OPclaimants hopes are dashed as case collapses

20 October 2000




OPclaimants hopes are dashed as case collapses

For years farmers have

claimed that their health

has been wrecked by

organophosphate sheep dip.

So why has their case

collapsed?

Johann Tasker reports

IT WASNT supposed to be like this. A land-mark test case involving 25 farmers and workers who believe they have been poisoned by organophosphate sheep dip has been abandoned before it even reached court (News, page 7).

The collapse of the case hinges on the failure to uncover evidence that OP dips cause ill-health. Initially, various law firms were involved in more than 60 separate actions involving OP poisoning claims. But in 1999 they were rolled together into a joint action led by Hodge Jones & Allen, a London-based firm noted as highly regarded in the Chambers Directory.

By then, a pilot study to establish a link between OP dips and poisoning was already up and running. To see whether they had OP poisoning, 25 farmers were subjected to a battery of intimate tests. These included nerve conduction analysis, bone examinations, immune testing and pyschometic tests.

Review results

Dr Sarah Myhill, a Powys-based general practitioner, was called in by the Legal Services Commission to review the results. She concluded: "Taken as a whole, if you look at all the tests done among all those farmers theres a very clear pattern that emerges which I think, on the balance of probabilities, one can say is almost certainly is almost due to pesticide or chemical poisoning."
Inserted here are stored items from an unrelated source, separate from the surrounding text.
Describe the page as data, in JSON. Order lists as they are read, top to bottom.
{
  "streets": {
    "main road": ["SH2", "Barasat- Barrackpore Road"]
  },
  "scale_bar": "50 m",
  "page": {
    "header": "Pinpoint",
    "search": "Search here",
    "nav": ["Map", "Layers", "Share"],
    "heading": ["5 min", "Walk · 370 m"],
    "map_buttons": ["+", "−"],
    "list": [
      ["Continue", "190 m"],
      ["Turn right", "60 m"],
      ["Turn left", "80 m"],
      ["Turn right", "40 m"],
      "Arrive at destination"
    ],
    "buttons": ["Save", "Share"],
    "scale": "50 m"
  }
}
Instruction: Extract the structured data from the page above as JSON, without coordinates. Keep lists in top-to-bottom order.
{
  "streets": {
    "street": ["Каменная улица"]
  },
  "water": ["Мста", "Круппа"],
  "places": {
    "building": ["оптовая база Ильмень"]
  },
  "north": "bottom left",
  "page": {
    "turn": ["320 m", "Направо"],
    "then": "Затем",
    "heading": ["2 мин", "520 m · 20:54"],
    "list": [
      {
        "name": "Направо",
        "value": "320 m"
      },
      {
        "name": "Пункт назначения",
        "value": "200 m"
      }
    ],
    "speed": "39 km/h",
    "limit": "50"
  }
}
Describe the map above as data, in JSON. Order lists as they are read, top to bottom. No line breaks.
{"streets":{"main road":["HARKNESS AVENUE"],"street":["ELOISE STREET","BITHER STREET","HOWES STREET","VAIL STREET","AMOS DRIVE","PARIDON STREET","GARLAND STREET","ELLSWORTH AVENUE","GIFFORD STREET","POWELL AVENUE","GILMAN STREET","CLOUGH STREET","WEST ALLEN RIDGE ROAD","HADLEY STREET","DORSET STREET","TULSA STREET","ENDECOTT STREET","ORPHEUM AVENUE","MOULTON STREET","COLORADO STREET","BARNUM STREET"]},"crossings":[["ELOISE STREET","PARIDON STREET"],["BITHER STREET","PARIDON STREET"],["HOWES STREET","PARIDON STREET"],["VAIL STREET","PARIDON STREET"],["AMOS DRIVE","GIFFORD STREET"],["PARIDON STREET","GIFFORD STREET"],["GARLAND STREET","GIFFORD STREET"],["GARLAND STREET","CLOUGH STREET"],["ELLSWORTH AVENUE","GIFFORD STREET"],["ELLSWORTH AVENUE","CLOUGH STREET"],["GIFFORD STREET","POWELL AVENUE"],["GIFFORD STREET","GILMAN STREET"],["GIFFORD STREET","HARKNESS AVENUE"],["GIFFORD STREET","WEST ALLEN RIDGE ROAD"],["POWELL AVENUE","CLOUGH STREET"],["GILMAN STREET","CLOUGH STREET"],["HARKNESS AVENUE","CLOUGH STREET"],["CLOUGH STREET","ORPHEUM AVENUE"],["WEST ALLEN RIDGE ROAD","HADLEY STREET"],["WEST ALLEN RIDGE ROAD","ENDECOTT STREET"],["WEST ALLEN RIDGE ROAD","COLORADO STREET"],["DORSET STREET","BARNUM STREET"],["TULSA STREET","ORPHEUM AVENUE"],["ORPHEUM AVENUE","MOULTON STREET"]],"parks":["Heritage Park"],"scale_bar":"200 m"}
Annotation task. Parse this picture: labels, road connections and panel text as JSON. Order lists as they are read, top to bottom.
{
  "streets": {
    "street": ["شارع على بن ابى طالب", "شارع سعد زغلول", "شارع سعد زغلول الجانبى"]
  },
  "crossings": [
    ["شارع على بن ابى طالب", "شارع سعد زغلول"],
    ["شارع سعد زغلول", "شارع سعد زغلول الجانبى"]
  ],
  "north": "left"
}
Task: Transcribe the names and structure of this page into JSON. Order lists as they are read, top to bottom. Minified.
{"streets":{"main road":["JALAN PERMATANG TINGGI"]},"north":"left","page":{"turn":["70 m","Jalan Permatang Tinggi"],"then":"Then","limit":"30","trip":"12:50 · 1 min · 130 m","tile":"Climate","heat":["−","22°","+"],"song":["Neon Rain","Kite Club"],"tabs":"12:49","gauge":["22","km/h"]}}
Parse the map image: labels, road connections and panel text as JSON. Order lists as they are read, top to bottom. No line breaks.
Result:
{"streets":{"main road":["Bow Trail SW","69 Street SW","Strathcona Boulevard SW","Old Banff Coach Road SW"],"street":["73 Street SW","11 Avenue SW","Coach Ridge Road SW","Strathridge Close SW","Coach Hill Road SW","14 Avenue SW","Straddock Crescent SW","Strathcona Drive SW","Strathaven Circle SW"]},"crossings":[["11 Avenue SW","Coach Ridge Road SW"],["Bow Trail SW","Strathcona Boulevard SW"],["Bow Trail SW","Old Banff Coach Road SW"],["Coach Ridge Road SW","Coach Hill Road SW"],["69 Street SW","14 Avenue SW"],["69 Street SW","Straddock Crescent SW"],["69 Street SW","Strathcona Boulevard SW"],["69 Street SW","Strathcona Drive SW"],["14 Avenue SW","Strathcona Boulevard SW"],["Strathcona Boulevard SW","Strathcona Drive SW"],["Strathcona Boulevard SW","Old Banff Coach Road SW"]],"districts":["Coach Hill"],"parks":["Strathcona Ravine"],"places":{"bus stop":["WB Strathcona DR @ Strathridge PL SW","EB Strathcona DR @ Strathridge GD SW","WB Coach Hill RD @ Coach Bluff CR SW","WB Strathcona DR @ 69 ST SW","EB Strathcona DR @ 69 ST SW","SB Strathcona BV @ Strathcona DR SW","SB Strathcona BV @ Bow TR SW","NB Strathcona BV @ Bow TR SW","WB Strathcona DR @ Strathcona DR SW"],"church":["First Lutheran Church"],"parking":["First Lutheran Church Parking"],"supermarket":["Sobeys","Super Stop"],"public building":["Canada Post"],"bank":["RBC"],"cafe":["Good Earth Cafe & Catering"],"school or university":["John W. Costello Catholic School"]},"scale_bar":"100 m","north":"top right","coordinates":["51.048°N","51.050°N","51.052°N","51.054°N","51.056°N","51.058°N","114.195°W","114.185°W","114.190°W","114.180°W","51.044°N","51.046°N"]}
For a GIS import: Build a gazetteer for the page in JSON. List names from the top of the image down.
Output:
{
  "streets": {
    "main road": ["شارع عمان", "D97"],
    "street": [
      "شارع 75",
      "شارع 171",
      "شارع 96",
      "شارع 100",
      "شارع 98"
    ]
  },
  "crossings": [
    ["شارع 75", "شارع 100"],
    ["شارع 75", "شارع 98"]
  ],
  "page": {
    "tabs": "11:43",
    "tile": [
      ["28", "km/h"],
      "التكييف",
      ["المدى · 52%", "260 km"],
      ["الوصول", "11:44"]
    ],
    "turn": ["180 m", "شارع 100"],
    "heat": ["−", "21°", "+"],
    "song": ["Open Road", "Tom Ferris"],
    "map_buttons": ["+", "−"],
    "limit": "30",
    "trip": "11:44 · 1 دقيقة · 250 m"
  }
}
But Dr Myhill also voiced concern about the methodology. She told FARMERS WEEKLY: "For it to be good research, first of all they should have had ethics committee approval, which they didnt have, and secondly, they should have used proper control groups, which they didnt do either…it was bound to end in disaster."

Master Miller, overseeing the case, suggested that a consultant should review the report. But in July, after seeing the medical reports, the chemical companies on the receiving end of the legal action made their move. They were convinced that the farmers had no chance of winning. Lawyers acting for the companies applied to strike-out the claim, indicating in July that they would argue in the High Court that the evidence submitted did not support OP poisoning.

Left scrambling

Hodge Jones & Allen were obliged to find more evidence before a Sept 29 deadline. But they still maintained the case would succeed. Their hopes were based partly on a 1997 case in which farm worker John Hill won the right to compensation after a High Court judge ruled that he had been exposed to OPs while working for William Tomkins Ltd.

An update posted on the Hodge Jones & Allen website in August said: "We are confident that we will defeat these applications. We have reminded the defendants that the English case of Hill v Tomkins succeeded on less medical evidence than we have put forward so far, and two foreign cases have succeeded."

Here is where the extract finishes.